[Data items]
*-*-*

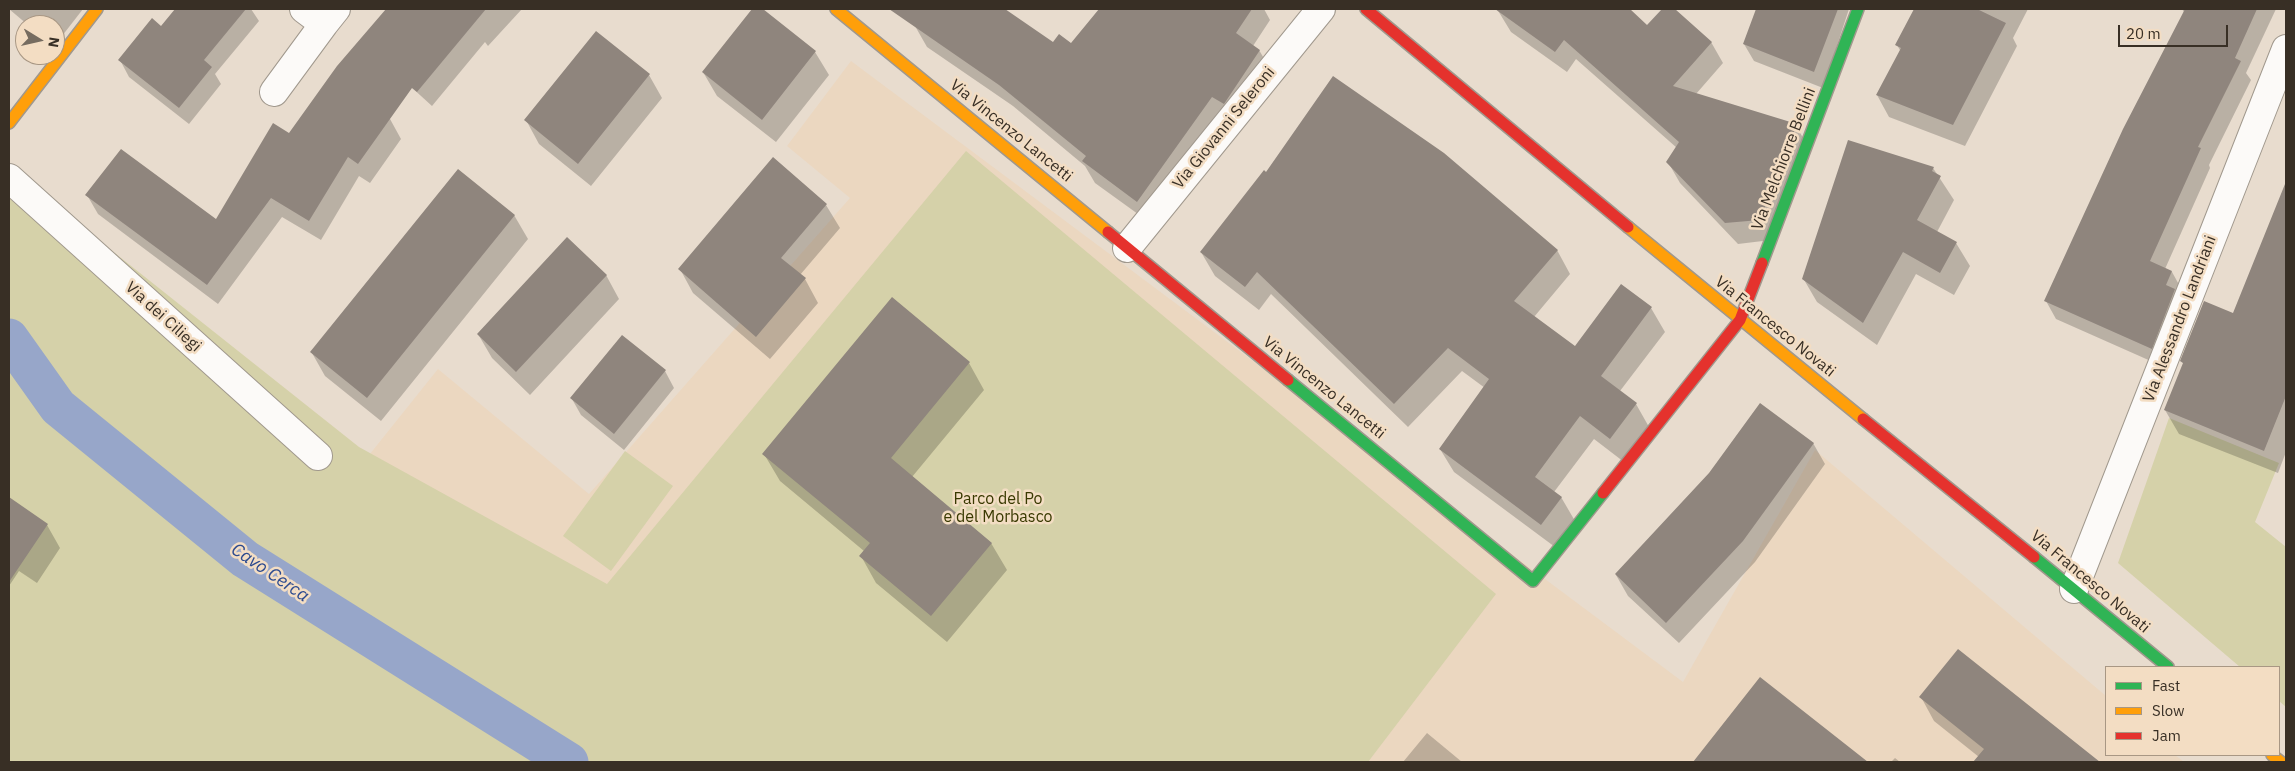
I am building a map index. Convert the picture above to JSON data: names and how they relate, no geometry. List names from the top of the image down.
{
  "streets": {
    "street": [
      "Via Giovanni Seleroni",
      "Via Vincenzo Lancetti",
      "Via Melchiorre Bellini",
      "Via dei Ciliegi",
      "Via Alessandro Landriani",
      "Via Francesco Novati"
    ]
  },
  "crossings": [
    ["Via Giovanni Seleroni", "Via Vincenzo Lancetti"],
    ["Via Vincenzo Lancetti", "Via Melchiorre Bellini"],
    ["Via Vincenzo Lancetti", "Via Francesco Novati"],
    ["Via Melchiorre Bellini", "Via Francesco Novati"],
    ["Via Alessandro Landriani", "Via Francesco Novati"]
  ],
  "water": ["Cavo Cerca"],
  "parks": ["Parco del Po e del Morbasco"],
  "legend": ["Fast", "Slow", "Jam"],
  "scale_bar": "20 m",
  "north": "right"
}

*-*-*

WORK TO COMPLETE: Write out each line of the data exactly; the images should be left out.

TASK ANSWER:
I am building a map index. Convert the picture above to JSON data: names and how they relate, no geometry. List names from the top of the image down.
{
  "streets": {
    "street": [
      "Via Giovanni Seleroni",
      "Via Vincenzo Lancetti",
      "Via Melchiorre Bellini",
      "Via dei Ciliegi",
      "Via Alessandro Landriani",
      "Via Francesco Novati"
    ]
  },
  "crossings": [
    ["Via Giovanni Seleroni", "Via Vincenzo Lancetti"],
    ["Via Vincenzo Lancetti", "Via Melchiorre Bellini"],
    ["Via Vincenzo Lancetti", "Via Francesco Novati"],
    ["Via Melchiorre Bellini", "Via Francesco Novati"],
    ["Via Alessandro Landriani", "Via Francesco Novati"]
  ],
  "water": ["Cavo Cerca"],
  "parks": ["Parco del Po e del Morbasco"],
  "legend": ["Fast", "Slow", "Jam"],
  "scale_bar": "20 m",
  "north": "right"
}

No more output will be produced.